The new owners of JPI Media have issued a bold statement of intent by appointing Neil McIntosh as Editor-in-Chief of The Scotsman, Scotland on Sunday and Edinburgh Evening News.
He has agreed to leave his role as Managing Editor of BBC Online to spearhead the titles as part of National World Chairman David Montgomery’s drive to deliver a quality led journalistic powerhouse for the nation.
National World bought the firm last month for £10m after both Reach and DC Thomson ended their interest. McIntosh’s signing will be viewed as another coup for Montgomery and his senior management team of Mark Hollinshead and Vijay Vaghela.
According to sources at the titles, news of McIntosh’s appointment has so far been ‘warmly welcomed’.
“Neil will provide that leadership and the highest standards of reporting for The Scotsman at this important time.”David Montgomery, Chairman, National World
He is initially expected to focus on growing the business by exploiting the brand’s potential through “unmissable journalism”, building on quality across business, politics, opinion, the environment, education, Scottish lifestyle and the arts.
Details were revealed in today’s digital and print editions.
McIntosh said: “I’ve been impressed by David’s vision and ambition for The Scotsman, Edinburgh Evening News and Scotland on Sunday.
‘Under National World’s ownership there’s a brilliant opportunity to build The Scotsman’s position as Scotland’s National Newspaper, and develop unmissable journalism that gets to the heart of the country, and the communities within it.”
He added: “The strength and dedication of the newsroom has been evident through the last very difficult year.
“I’m looking forward to working with the team to build on the titles’ strength online, and in print.”
National World plans to ensure each publication has a ‘distinct personality reflecting the different audiences served’ – a departure from the trend towards centralisation.
Montgomery said: “Our Scottish newspapers with The Scotsman as the flagship title, will support their communities by publishing reliable journalism produced by knowledgable writers who live locally.
“The editors are asked to provide leadership in holding our democratic institutions to account and advancing the economic interests of each community.
“Neil will provide that leadership and the highest standards of reporting for The Scotsman at this important time.”
McIntosh helped transform UK journalism during the 2000s, being dubbed the ‘Godfather of Blogging’ and leading the introduction of key technological advancements such as the use of audio and video, for a clutch of global brands.
He began his professional career as a sub-editor with the Edinburgh Evening News in 1997 after graduation with both an HND and BA in journalism from the city’s Edinburgh Napier University, making this appointment something of a professional homecoming.
He would later go on to work as a freelance for titles including The Herald, Scottish Daily Express and The Scotsman, where he wrote a weekly column on the then emerging world of the Internet where he was to eventually make his name.
After a spell as Duty Editor with ITV and C4 text service, Teletext, he joined The Guardian in a decade long year career.

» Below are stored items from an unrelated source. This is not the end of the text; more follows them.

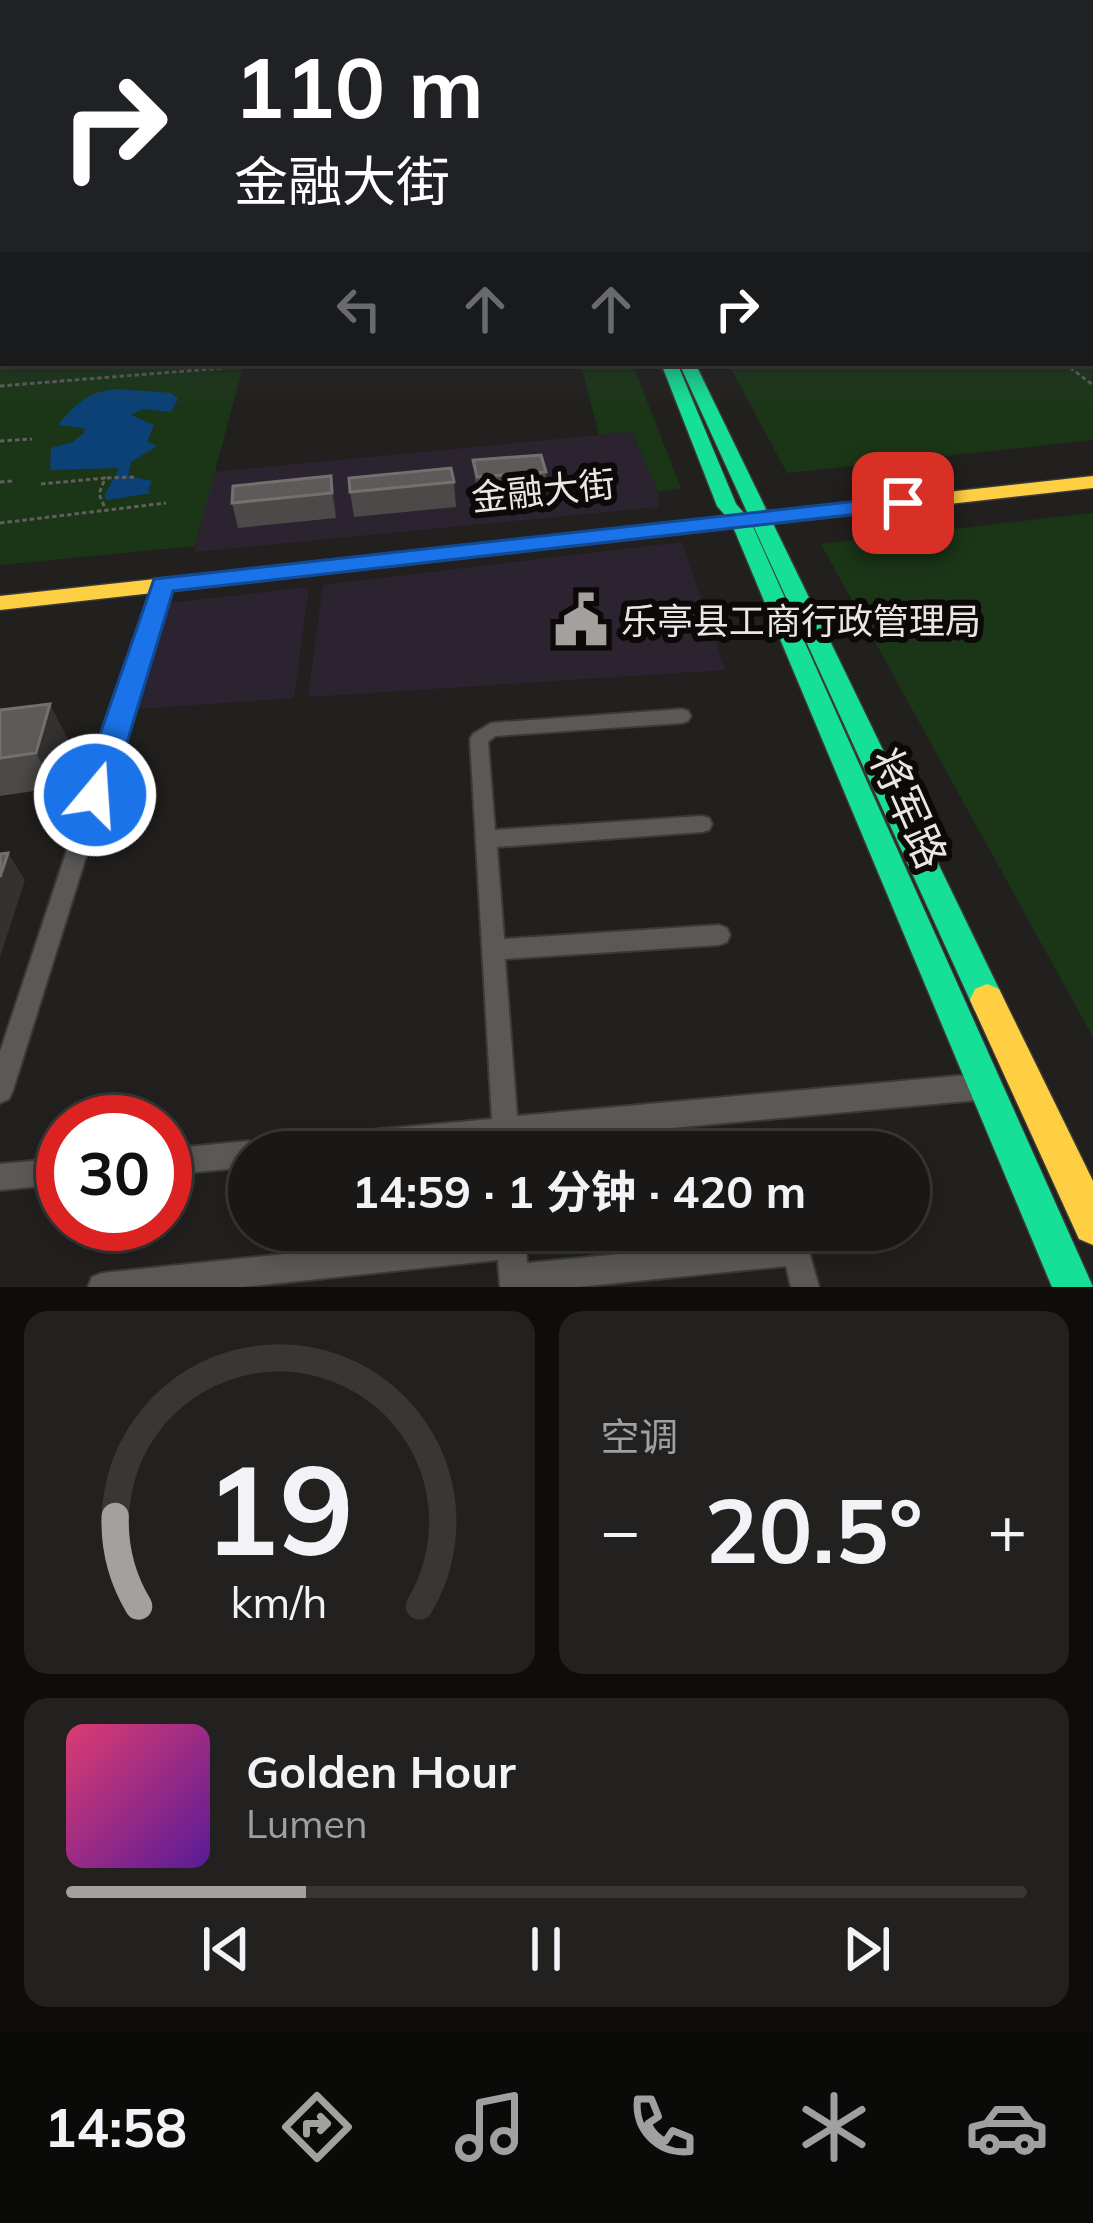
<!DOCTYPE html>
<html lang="zh">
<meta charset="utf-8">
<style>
:root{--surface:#1a1816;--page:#23211f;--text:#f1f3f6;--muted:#9fa0a1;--line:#383735;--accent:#a3a19f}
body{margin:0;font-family:Mulish,"Noto Sans SC",sans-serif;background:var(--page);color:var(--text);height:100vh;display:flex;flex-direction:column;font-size:45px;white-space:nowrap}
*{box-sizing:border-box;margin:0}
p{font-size:39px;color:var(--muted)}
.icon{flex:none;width:66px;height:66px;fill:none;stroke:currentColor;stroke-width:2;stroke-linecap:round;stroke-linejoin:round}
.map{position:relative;height:1287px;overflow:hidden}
.side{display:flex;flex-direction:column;gap:24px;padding:24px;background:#0e0d0c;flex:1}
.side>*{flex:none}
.banner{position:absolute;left:0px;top:0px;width:1095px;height:366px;box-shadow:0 6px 18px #0003,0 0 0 3px var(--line);background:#202124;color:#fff;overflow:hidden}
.speed{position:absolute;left:36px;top:1095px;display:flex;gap:24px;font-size:60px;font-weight:700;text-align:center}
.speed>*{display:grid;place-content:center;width:156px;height:156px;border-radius:50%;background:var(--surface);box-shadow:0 6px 18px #0003,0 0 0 3px var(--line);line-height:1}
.speed .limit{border:18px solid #d22;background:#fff;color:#111}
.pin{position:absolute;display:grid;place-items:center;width:102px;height:102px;color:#fff;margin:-51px;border-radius:24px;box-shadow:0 6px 18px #0006}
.me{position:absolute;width:132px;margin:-66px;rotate:18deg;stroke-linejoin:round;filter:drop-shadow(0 0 9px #0008)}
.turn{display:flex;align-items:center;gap:42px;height:252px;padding:0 36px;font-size:54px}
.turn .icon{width:156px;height:156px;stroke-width:2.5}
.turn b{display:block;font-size:84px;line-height:102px}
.lanes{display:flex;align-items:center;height:114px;padding:0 36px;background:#0003;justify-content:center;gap:60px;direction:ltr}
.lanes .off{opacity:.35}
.big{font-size:90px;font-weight:700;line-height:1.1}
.side .widget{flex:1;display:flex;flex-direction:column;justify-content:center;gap:18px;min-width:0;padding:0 42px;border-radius:24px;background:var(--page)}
.side .dial{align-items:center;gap:0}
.dial svg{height:312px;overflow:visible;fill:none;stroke:var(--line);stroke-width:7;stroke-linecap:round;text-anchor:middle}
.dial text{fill:var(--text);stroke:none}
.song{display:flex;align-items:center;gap:36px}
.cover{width:144px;height:144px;border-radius:18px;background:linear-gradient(135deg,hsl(340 70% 55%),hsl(270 70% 35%))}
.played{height:12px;border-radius:6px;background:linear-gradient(90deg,var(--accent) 25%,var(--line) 25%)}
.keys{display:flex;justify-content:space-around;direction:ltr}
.heat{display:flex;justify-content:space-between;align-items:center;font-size:66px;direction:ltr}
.side .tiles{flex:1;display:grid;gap:24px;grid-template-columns:1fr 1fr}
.widget:last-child{grid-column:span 2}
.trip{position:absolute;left:228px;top:1131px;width:702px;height:120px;border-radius:60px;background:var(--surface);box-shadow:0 6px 18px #0003,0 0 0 3px var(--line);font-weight:700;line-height:120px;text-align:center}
.tab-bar{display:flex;height:192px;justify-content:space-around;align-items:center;background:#0a0a09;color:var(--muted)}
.tab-bar .icon{width:84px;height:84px}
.tab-bar .selected{color:var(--accent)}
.tab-bar b{font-size:54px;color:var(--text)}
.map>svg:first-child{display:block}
.commercial{fill:#2b232f}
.green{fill:#1b3617}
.water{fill:#0b4176}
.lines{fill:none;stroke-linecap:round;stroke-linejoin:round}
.street-casing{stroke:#3b3a38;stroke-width:4}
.fast-casing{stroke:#3b3a38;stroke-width:3}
.slow-casing{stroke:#3b3a38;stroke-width:3}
.path{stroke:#615f5e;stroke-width:3;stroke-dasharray:4.5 3;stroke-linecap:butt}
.street{fill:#5b5957;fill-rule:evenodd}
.fast{fill:#16e098;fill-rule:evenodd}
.slow{fill:#ffcf43;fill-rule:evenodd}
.wall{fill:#4c4a49}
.shaded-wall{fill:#343231}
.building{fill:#5d5b59;stroke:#73706f;stroke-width:3}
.route{fill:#1a73e8;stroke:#114b97;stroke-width:3}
.labels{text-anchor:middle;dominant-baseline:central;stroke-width:12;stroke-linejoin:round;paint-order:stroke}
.street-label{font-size:36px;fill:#e9e6e4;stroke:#0c0908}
.poi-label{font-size:36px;fill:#e9e6e4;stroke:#0c0908;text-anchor:start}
.near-street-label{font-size:42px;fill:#e9e6e4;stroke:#0c0908}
</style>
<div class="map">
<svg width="1093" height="1287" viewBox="0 0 1093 1287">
<rect width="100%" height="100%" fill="#22201e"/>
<!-- commercial -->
<g class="commercial">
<polygon points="632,432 658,492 658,507 194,552 213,472"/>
<polygon points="682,542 725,670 308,697 323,585"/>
<polygon points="309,587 294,698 135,709 169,603"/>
</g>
<!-- green -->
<g class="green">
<polygon points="1092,299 1093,440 787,473 728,363 1092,363"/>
<polygon points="0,335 3,363 244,363 195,546 0,565"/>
<polygon points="581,363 632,363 681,488 658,492 632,432 599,435"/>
<polygon points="1093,513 1093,1037 821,544"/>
</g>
<!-- water -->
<path class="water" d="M118,389l53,4 7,6 -7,13 -29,-3 -11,6 23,10 -7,17 10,4 -26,16 -3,14 24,5 -4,9 3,3 -43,7 -4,-4 15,-28 -69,2 1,-22 22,-6 12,-10 -1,-4 -26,-3c17,-21 32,-35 60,-36z"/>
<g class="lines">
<defs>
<g id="street">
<polygon points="163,580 171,585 13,1090 9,1099 0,1103 0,1052 155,585"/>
<polygon points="682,709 688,711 691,716 688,721 682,723 495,736 488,742 495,830 702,816 709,818 712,824 709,830 702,832 497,847 504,939 719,925 727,928 730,935 727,942 719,945 505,959 517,1116 989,1073 998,1077 1002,1086 998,1095 989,1099 519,1142 520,1152 494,1152 493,1145 414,1152 249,1152 249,1167 165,1175 165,1149 249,1141 258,1145 260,1149 263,1143 272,1139 492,1119 470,739 473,734 491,723"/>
<polygon points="63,1158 63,1184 0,1190 0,1164"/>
<polygon points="497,1230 525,1230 527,1263 796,1237 806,1241 819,1287 791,1287 786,1266 577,1287 500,1287 498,1260 242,1287 88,1287 92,1277 102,1273 497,1232"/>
</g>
<g id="fast">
<rect x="1092" y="289" width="1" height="8"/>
<rect x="0" y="322" width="3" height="10"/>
<polygon points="661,363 677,363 736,504 750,520 1093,1287 1052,1287 731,522 717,506"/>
<polygon points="679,363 695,363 999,989 1004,1000 999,1011 987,1016 975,1011"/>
</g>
<g id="slow">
<polygon points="1093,476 1093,488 0,610 0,596"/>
<polygon points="987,984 999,989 1093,1181 1093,1245 1079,1239 970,1000 975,989"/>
</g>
</defs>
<!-- street casing -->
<use href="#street" class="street-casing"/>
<!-- fast casing -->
<use href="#fast" class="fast-casing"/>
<!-- slow casing -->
<use href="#slow" class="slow-casing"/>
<!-- path -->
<g class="path">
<polyline points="1064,363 1093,385"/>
<polyline points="0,386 223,368"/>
<polyline points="0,441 32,439"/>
<polyline points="107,478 136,477"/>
<polyline points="0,482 13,481"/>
<polyline points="41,484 105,478 99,494 105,508"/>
<polyline points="0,523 166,503"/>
</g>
<!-- street -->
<use href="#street" class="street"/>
<!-- fast -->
<use href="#fast" class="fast"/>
<!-- slow -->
<use href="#slow" class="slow"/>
</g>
<!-- wall -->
<g class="wall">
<polygon points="473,460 546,472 546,496 478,502"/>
<polygon points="331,476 336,518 238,528 232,503"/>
<polygon points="454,482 456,507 354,517 350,492"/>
<polygon points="0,710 68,739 55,788 0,796"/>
</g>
<!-- shaded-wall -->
<g class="shaded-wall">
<polygon points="331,476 335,501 336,518 332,493"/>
<polygon points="50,704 68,739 55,788 36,753"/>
<polygon points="8,853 25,880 0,957 0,877"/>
</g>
<!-- building -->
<g class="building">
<polygon points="541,455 546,472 477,477 473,460"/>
<polygon points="451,468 454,482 350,492 349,478"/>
<polygon points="331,476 332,493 232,503 233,486"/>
<polygon points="50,704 36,753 0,758 0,710"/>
<polygon points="8,853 0,877 0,854"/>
</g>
<!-- sky -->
<linearGradient id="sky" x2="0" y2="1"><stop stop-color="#131210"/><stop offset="0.56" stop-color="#3e424c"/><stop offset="1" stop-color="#3e424c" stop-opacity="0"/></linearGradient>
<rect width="1093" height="407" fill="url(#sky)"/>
<!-- route -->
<polygon class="route" points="903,496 911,498 911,508 173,591 111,795 106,804 95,808 83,804 79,795 154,579"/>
<!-- icons -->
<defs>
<symbol id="civic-bare" viewBox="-9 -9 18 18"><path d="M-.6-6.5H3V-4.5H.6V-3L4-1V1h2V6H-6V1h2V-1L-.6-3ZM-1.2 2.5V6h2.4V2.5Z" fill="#a3a19f" stroke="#0c0908" stroke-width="2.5" paint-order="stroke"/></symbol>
</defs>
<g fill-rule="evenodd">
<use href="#civic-bare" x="543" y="582" width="76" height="76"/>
</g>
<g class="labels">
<!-- street labels -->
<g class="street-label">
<text transform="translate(543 490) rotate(-6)">金融大街</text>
</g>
<!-- poi labels -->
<g class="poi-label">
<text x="621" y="620">乐亭县工商行政管理局</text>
</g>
<!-- near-street labels -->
<g class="near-street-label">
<text transform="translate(909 808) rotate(66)">将军路</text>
</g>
</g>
</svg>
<div class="speed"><div class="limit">30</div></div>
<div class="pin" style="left:903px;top:503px;background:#d93025"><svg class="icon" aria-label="arrive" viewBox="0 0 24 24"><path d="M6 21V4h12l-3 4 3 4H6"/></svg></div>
<svg class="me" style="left:95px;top:795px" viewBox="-20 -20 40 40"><circle r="17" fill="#1a73e8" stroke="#fff" stroke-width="3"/><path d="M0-11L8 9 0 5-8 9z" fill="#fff"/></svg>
<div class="trip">14:59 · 1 分钟 · 420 m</div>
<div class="banner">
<div class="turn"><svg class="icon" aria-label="right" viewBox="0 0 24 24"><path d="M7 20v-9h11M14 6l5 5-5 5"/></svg><div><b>110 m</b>金融大街</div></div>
<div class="lanes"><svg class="icon off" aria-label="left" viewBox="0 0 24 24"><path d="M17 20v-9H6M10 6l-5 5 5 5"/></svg><svg class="icon off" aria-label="ahead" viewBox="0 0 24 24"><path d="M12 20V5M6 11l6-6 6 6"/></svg><svg class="icon off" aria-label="ahead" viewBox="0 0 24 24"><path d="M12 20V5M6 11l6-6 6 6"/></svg><svg class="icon" aria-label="right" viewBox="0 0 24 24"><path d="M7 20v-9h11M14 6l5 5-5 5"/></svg></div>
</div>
</div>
<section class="side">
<div class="tiles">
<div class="widget dial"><svg viewBox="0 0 100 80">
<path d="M14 69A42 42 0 1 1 86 69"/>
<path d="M14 69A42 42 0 0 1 8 46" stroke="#a3a19f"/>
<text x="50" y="56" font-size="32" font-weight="700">19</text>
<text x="50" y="72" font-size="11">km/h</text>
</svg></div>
<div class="widget"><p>空调</p>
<div class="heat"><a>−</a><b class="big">20.5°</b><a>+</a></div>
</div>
<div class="widget">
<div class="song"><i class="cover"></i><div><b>Golden Hour</b><p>Lumen</p></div></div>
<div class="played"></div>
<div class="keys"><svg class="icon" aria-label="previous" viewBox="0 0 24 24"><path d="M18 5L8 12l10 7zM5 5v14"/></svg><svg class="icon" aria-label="pause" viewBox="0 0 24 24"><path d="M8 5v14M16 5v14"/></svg><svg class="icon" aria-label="next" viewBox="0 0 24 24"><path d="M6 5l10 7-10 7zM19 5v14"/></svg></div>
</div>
</div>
</section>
<nav class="tab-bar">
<b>14:58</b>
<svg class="icon selected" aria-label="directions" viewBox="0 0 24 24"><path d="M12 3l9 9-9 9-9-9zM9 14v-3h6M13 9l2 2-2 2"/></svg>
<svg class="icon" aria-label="music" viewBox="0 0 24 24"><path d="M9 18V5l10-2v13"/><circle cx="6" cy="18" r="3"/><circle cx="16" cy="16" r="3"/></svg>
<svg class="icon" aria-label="phone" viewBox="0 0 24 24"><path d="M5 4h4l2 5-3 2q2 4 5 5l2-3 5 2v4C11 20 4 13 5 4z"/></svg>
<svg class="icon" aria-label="climate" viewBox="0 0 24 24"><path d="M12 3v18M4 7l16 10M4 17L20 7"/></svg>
<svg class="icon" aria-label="car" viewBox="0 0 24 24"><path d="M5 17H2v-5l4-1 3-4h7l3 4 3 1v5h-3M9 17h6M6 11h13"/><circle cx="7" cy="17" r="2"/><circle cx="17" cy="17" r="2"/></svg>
</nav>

He served first as Deputy Editor of the pioneering Guardian Online web operation and later as Assistant Editor, driving the growth of Guardian Unlimited before being promoted again to Head of Editorial Development for guardian.co.uk.
The holder of an MBA, Masters in Business Administration and graduate of the IESE Business School, he was named Editor for the business facing WSJ.com Europe, in 2009, to launch the European chapter of the site. He became Deputy Editor for the operation just two and a bit years later leading it through rapid expansion and growth.
He was lured to the BBC in 2013 to become Managing Editor of BBC Online, tasked with ensuring it became a more engaging destination site for users through operational and strategic leadership. There his team delivered a home page audience of 8m a week, with more than a billion clicks a year.
His return to Scotland happens at a time when all the nation’s major publishers are involved in something of a long-overdue arms race for audience and advertisers.
It comes a year after previous incumbent Frank O’Donnell announced he was leaving to join rivals DC Thomson to help head up their digital transformation called Project Apollo.